From the records below, copy out exactly the lines from the one containing "height:20px; margin:-10px; padding:0" to the one containing "position:absolute; left:32px; top:1016px;", both included. Add nothing else.

"""

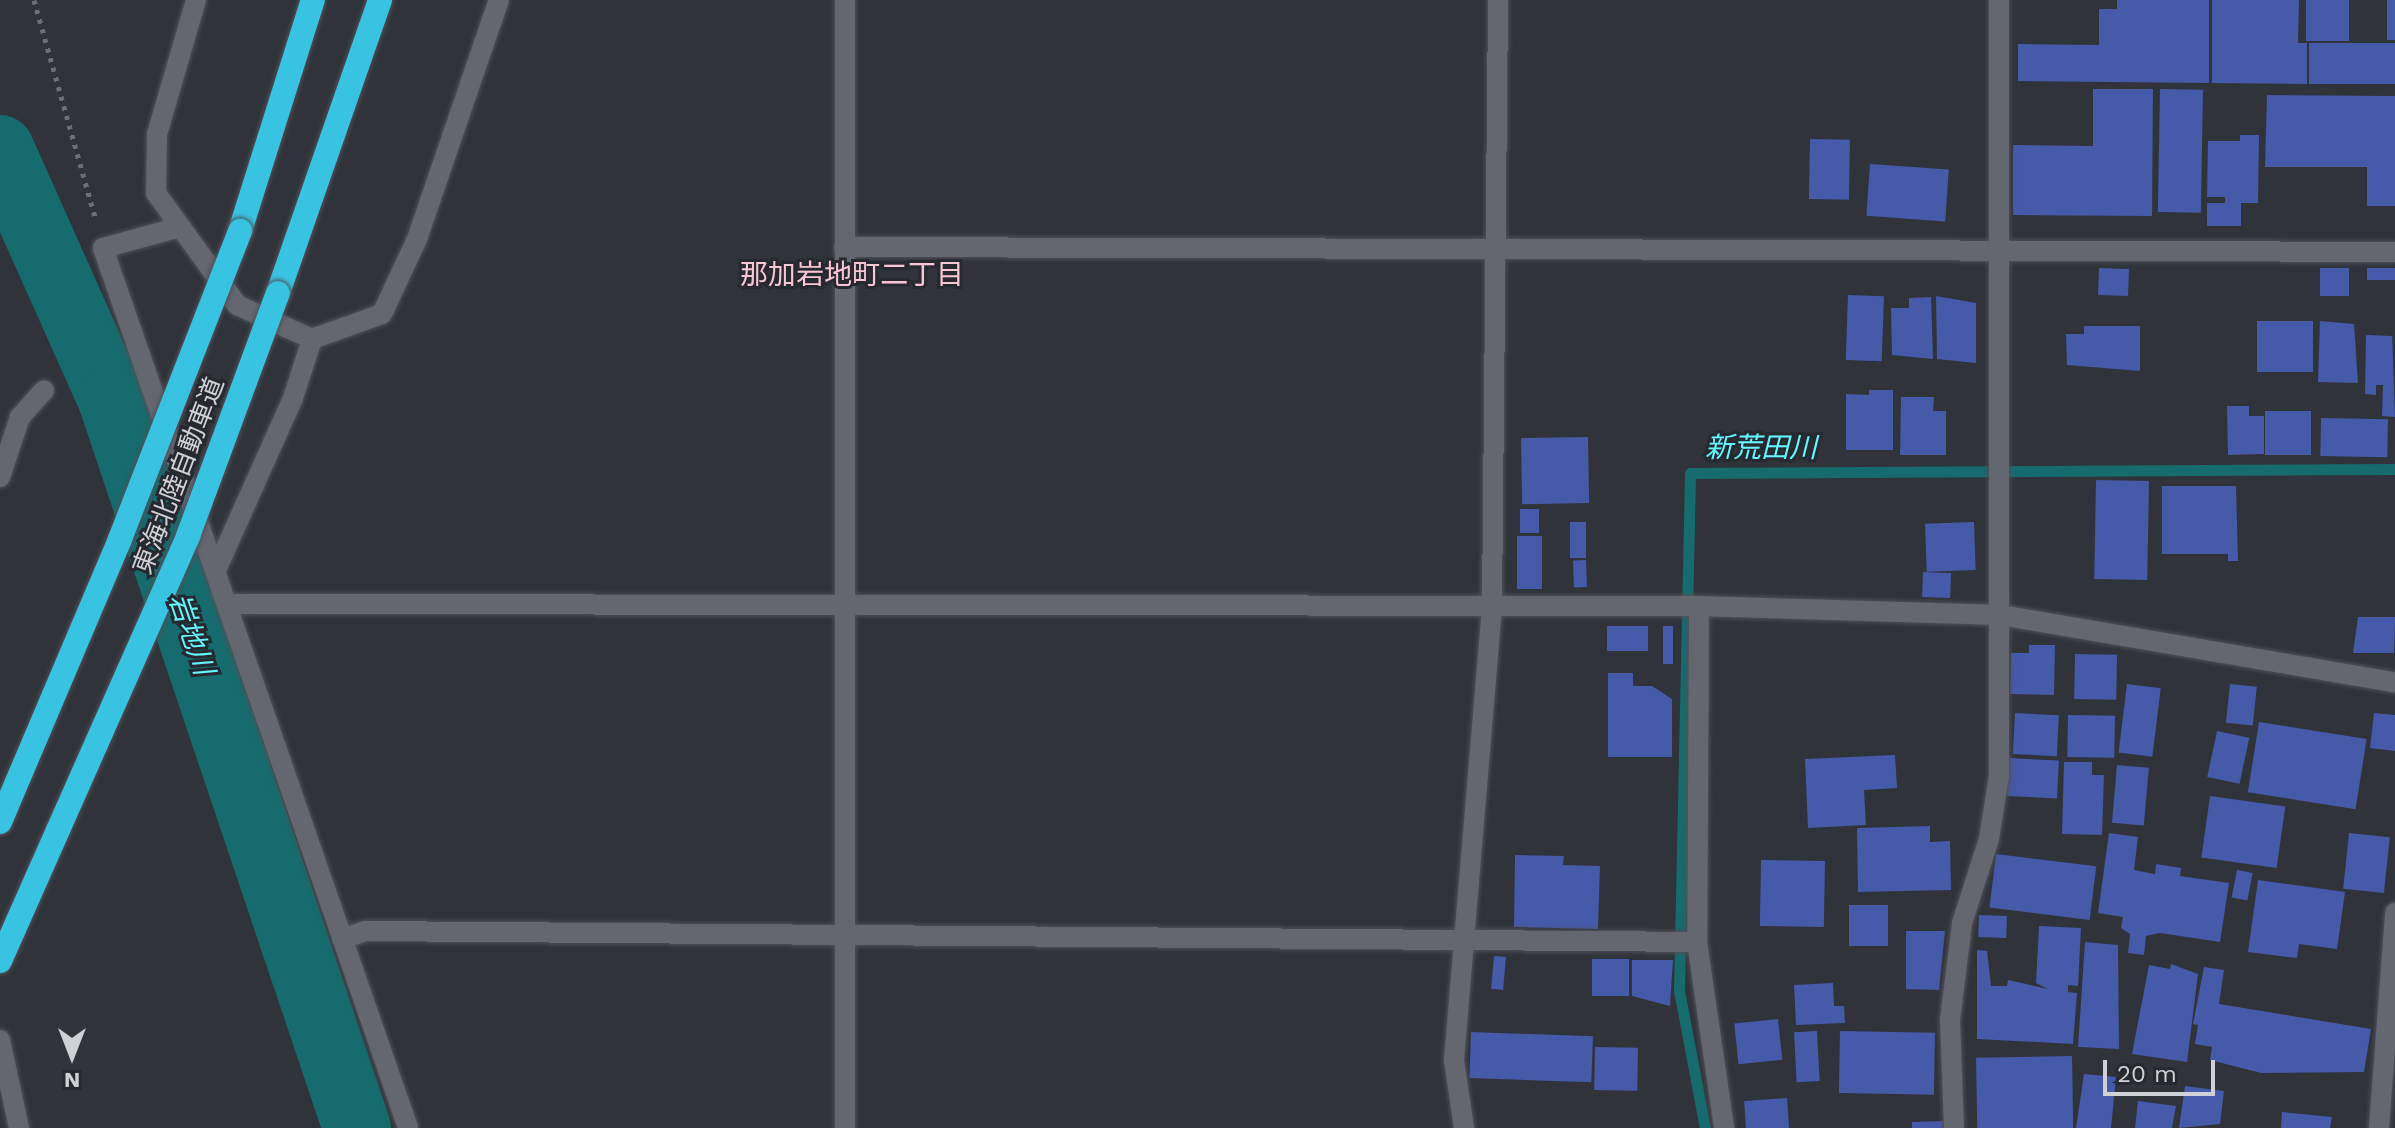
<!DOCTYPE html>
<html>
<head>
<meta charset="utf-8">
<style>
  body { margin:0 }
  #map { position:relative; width:2395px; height:1128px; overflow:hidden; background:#30333a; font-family:"Work Sans","Noto Sans JP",sans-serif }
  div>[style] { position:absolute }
  .stream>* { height:11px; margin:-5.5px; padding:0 5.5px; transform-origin:5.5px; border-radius:5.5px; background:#166b6e }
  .river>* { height:68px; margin:-34px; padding:0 34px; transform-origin:34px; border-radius:34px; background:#166b6e }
  .building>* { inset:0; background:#455aa8; transform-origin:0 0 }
  .path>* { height:5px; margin-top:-2.5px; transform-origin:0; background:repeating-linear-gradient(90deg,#6d6f75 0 4px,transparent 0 10px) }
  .roads { filter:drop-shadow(0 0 2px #4f5157) drop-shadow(0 0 2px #4f5157) }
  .minor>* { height:20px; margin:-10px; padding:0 10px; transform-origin:10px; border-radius:10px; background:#64676f }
  .highway>* { height:24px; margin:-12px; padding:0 12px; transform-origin:12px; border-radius:12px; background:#39c3e3 }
  .bridges { filter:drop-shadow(0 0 2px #4f5157) drop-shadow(0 0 2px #4f5157) }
  .highway-bridge>* { height:24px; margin:-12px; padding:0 12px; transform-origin:12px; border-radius:12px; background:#39c3e3 }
  span { translate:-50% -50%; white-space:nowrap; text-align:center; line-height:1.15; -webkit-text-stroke:6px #26292f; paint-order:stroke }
  .street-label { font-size:26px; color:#d0d1d6 }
  .neighbourhood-label { font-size:28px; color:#f8c5d2 }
  .water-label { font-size:28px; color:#64f7fd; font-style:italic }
  .north { position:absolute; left:32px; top:1016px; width:80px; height:80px; -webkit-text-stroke:6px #26292f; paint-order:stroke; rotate:180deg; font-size:22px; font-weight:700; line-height:32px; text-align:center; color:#d0d1d6 }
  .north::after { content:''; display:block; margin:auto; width:28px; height:36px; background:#d0d1d6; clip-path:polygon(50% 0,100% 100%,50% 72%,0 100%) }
  .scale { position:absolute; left:2103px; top:1060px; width:112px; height:36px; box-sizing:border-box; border:4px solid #d0d1d6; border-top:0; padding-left:10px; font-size:24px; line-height:28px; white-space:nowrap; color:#d0d1d6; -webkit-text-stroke:6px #26292f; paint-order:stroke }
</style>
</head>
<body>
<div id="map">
  <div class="stream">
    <i style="left:1705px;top:1128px;width:139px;rotate:-100.7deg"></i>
    <i style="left:1679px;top:991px;width:518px;rotate:-88.78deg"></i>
    <i style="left:1690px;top:473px;width:705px;rotate:-0.33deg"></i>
  </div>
  <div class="river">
    <i style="left:0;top:149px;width:272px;rotate:65.9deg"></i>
    <i style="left:111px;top:397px;width:771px;rotate:71.4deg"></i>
  </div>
  <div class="building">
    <i style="clip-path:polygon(2117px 0,2209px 0,2209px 83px,2018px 81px,2018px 44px,2099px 45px,2099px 9px,2117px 9px)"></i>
    <i style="clip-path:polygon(2212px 0,2299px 0,2298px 43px,2307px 43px,2307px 84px,2212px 83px)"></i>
    <i style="left:2306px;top:0;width:43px;height:41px"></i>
    <i style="left:2387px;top:0;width:8px;height:40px"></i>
    <i style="left:2309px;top:43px;width:86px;height:41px"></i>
    <i style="clip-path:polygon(2093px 89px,2153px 89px,2152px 216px,2013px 215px,2013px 145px,2093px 146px)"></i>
    <i style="left:2160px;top:89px;width:43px;height:123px;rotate:1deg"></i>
    <i style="clip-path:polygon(2267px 95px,2395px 96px,2395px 206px,2367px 206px,2367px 167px,2265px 167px)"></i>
    <i style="clip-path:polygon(2240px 135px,2259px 135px,2258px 203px,2241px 203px,2241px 226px,2207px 226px,2207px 203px,2225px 203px,2225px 197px,2207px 197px,2208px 141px,2240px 141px)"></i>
    <i style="left:1810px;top:139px;width:40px;height:60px;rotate:1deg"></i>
    <i style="left:1870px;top:164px;width:79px;height:52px;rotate:4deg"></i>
    <i style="left:2099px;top:268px;width:30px;height:27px;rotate:2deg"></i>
    <i style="left:2320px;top:268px;width:29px;height:28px"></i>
    <i style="left:2367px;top:268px;width:28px;height:12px"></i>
    <i style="left:1848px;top:295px;width:36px;height:65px;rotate:2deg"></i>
    <i style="clip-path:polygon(1936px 296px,1976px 303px,1976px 363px,1937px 359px)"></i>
    <i style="clip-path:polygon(1931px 297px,1933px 359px,1892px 355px,1891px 308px,1909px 308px,1909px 298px)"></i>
    <i style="left:2257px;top:321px;width:56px;height:51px"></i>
    <i style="clip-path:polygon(2320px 321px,2354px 324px,2358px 383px,2318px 382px)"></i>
    <i style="clip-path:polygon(2084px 326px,2140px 326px,2140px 371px,2067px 365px,2066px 334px,2084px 334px)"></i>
    <i style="clip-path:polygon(2392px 330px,2395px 417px,2382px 416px,2383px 385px,2376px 385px,2376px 395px,2365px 394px,2366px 335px,2392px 336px)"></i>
    <i style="clip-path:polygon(1869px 390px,1893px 390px,1893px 450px,1846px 450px,1846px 394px,1869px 395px)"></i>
    <i style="clip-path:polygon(1901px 397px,1934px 397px,1933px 411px,1946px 411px,1946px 455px,1900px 455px)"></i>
    <i style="clip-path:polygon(2227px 406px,2249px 406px,2249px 416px,2264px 416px,2264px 454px,2228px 455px)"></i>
    <i style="left:2265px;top:411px;width:46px;height:44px"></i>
    <i style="left:2321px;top:418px;width:67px;height:38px;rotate:1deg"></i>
    <i style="left:1588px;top:437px;width:66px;height:67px;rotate:89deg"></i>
    <i style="left:2096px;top:480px;width:53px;height:99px;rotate:1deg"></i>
    <i style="clip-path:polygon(2162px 486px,2236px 486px,2238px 561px,2228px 561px,2228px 554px,2162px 554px)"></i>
    <i style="left:1520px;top:509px;width:19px;height:24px"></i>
    <i style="left:1570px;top:522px;width:16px;height:36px"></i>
    <i style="left:1974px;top:522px;width:48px;height:49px;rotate:88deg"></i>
    <i style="left:1517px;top:536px;width:25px;height:53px"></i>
    <i style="left:1586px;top:560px;width:27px;height:13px;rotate:88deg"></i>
    <i style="left:1923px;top:572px;width:28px;height:25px;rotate:2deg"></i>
    <i style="clip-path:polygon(2358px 617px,2395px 617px,2394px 653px,2353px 653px)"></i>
    <i style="left:1607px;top:626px;width:41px;height:25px"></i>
    <i style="left:1663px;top:626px;width:10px;height:38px"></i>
    <i style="clip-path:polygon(2029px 645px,2055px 645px,2054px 695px,2010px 694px,2011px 653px,2029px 653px)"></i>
    <i style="left:2075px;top:654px;width:42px;height:45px;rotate:1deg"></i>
    <i style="clip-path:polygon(1608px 673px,1633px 673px,1633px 686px,1652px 686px,1672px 699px,1672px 757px,1608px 757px)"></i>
    <i style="left:2127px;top:684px;width:34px;height:69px;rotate:7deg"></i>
    <i style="left:2230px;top:684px;width:27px;height:39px;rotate:6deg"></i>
    <i style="left:2015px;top:713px;width:44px;height:41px;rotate:3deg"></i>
    <i style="clip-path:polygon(2374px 713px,2395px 715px,2395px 751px,2370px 748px)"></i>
    <i style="left:2068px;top:715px;width:47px;height:42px;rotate:1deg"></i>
    <i style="left:2259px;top:722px;width:109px;height:71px;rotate:9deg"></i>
    <i style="left:2217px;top:731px;width:33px;height:47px;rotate:12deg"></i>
    <i style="clip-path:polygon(1895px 755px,1897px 788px,1864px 790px,1866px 825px,1808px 828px,1805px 759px)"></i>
    <i style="left:2009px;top:758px;width:50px;height:38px;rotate:3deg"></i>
    <i style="clip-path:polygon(2064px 762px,2092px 762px,2092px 775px,2104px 775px,2102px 835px,2062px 834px)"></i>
    <i style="left:2117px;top:765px;width:32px;height:58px;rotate:5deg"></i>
    <i style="left:2210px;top:796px;width:76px;height:62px;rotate:8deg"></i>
    <i style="clip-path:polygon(1930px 826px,1930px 842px,1950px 841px,1951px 890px,1858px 892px,1857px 828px)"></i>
    <i style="clip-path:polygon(2109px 833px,2138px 837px,2134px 870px,2155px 874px,2156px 864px,2181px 868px,2180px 876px,2229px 883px,2220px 942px,2160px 933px,2146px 936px,2144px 955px,2128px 953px,2130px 934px,2121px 928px,2123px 917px,2098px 913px)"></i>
    <i style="left:2349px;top:833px;width:41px;height:56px;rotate:6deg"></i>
    <i style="left:1996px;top:854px;width:101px;height:54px;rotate:7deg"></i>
    <i style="clip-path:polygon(1515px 855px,1564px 856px,1563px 865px,1600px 866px,1598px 929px,1514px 927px)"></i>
    <i style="left:1761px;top:860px;width:64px;height:66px;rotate:1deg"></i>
    <i style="left:2237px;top:870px;width:16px;height:28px;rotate:11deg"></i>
    <i style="clip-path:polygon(2258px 880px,2345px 892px,2337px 949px,2299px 944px,2297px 958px,2248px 952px)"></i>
    <i style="left:1849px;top:905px;width:39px;height:41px"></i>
    <i style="left:1979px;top:915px;width:28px;height:22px;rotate:2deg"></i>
    <i style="clip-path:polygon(2039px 926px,2081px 928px,2078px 986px,2068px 985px,2068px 992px,2077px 993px,2073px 1044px,1977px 1039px,1977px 950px,1987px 951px,1991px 986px,2007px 986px,2008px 980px,2048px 989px,2036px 983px)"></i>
    <i style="clip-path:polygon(1906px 931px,1945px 931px,1939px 990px,1906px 989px)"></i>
    <i style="clip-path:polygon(2085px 942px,2118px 945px,2119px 1049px,2078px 1047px)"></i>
    <i style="left:1494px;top:956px;width:12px;height:33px;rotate:5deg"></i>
    <i style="left:1592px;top:959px;width:37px;height:37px"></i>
    <i style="clip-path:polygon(1632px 960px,1673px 960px,1670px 1006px,1632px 996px)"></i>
    <i style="clip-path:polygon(2171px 964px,2198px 974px,2187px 1062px,2132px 1054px,2149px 965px,2170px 969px)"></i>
    <i style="clip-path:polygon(2204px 967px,2224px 970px,2219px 1004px,2371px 1029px,2364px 1072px,2261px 1073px,2210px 1060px,2212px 1047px,2195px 1044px,2198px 1025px,2193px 1024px)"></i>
    <i style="clip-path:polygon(1833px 983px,1834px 1006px,1844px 1006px,1845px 1023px,1796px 1025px,1794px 985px)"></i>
    <i style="left:1778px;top:1019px;width:41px;height:44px;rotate:84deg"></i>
    <i style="left:1817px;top:1031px;width:50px;height:23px;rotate:87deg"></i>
    <i style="left:1840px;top:1031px;width:95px;height:62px;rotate:1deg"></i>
    <i style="left:1471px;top:1032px;width:122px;height:46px;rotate:2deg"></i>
    <i style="left:1595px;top:1047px;width:43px;height:43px;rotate:1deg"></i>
    <i style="left:2072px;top:1056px;width:72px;height:96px;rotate:89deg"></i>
    <i style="clip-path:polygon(2084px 1074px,2116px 1077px,2111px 1128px,2076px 1128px)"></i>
    <i style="clip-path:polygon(2185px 1086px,2224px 1091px,2220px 1124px,2179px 1128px)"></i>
    <i style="left:1787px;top:1098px;width:30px;height:43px;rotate:86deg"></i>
    <i style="clip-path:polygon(2138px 1101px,2176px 1106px,2172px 1128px,2135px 1128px)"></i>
    <i style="clip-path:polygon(2282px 1112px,2332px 1117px,2330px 1128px,2281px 1128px)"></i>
    <i style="clip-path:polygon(1943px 1121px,1944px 1128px,1912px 1128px,1912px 1122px)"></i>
  </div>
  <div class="path">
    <i style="left:34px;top:0;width:229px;rotate:74.3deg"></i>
  </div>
  <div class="roads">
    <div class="minor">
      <i style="left:196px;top:0;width:140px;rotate:106.2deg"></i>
      <i style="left:157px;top:134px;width:59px;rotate:91deg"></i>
      <i style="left:156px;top:193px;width:138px;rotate:54.1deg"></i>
      <i style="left:237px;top:305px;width:82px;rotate:24.4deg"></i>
      <i style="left:845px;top:0;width:1128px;rotate:90deg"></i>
      <i style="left:180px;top:227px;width:80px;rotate:164.7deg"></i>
      <i style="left:103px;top:248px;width:931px;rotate:70.88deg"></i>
      <i style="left:844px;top:247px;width:1551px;rotate:0.18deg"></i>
      <i style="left:0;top:477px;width:63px;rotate:-71.6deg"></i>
      <i style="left:20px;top:417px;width:36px;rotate:-48deg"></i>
      <i style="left:217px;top:568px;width:186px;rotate:-65.9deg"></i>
      <i style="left:293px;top:398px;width:62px;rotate:-72.1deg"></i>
      <i style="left:312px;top:339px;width:74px;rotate:-19.7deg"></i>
      <i style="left:382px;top:314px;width:83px;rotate:-65deg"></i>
      <i style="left:417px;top:239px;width:253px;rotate:-71.1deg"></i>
      <i style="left:230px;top:604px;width:1469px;rotate:0.08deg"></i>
      <i style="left:1699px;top:606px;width:302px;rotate:1.7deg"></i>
      <i style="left:2001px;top:615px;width:400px;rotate:9.7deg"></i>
      <i style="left:1699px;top:606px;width:336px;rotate:90.3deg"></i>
      <i style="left:1697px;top:942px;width:188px;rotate:81.7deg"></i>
      <i style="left:342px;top:939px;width:24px;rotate:-19deg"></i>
      <i style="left:365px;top:931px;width:1332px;rotate:0.47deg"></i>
      <i style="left:0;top:1040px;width:90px;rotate:77.8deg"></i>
      <i style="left:1464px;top:1128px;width:69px;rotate:-98.4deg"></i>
      <i style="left:1454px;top:1060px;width:456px;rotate:-85.2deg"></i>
      <i style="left:1492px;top:606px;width:606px;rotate:-89.43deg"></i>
      <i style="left:1954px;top:1128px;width:108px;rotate:-92.1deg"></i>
      <i style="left:1950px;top:1020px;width:98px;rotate:-82.9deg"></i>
      <i style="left:1962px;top:923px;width:88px;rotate:-72.2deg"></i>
      <i style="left:1989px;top:839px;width:64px;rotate:-81deg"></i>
      <i style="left:1999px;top:776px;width:776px;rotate:-90deg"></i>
      <i style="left:2379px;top:1128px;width:216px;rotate:-85.7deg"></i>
    </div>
    <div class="highway">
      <i style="left:240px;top:231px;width:242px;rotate:-72.5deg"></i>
      <i style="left:278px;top:293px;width:310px;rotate:-70.8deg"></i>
    </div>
  </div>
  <div class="bridges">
    <div class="highway-bridge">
      <i style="left:0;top:822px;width:307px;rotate:-67deg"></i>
      <i style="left:120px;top:539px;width:331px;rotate:-68.7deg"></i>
      <i style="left:0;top:961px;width:465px;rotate:-66.1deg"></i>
      <i style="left:188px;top:536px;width:259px;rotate:-69.7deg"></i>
    </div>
  </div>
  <div class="street-label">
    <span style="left:179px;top:476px;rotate:-69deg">東海北陸自動車道</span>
  </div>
  <div class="neighbourhood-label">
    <span style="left:852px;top:275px">那加岩地町二丁目</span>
  </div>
  <div class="water-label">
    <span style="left:1761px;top:448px">新荒田川</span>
    <span style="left:191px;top:634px;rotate:71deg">岩地川</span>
  </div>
  <div class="north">N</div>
  <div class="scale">20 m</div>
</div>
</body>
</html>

"""

Response area>
  .minor>* { height:20px; margin:-10px; padding:0 10px; transform-origin:10px; border-radius:10px; background:#64676f }
  .highway>* { height:24px; margin:-12px; padding:0 12px; transform-origin:12px; border-radius:12px; background:#39c3e3 }
  .bridges { filter:drop-shadow(0 0 2px #4f5157) drop-shadow(0 0 2px #4f5157) }
  .highway-bridge>* { height:24px; margin:-12px; padding:0 12px; transform-origin:12px; border-radius:12px; background:#39c3e3 }
  span { translate:-50% -50%; white-space:nowrap; text-align:center; line-height:1.15; -webkit-text-stroke:6px #26292f; paint-order:stroke }
  .street-label { font-size:26px; color:#d0d1d6 }
  .neighbourhood-label { font-size:28px; color:#f8c5d2 }
  .water-label { font-size:28px; color:#64f7fd; font-style:italic }
  .north { position:absolute; left:32px; top:1016px; width:80px; height:80px; -webkit-text-stroke:6px #26292f; paint-order:stroke; rotate:180deg; font-size:22px; font-weight:700; line-height:32px; text-align:center; color:#d0d1d6 }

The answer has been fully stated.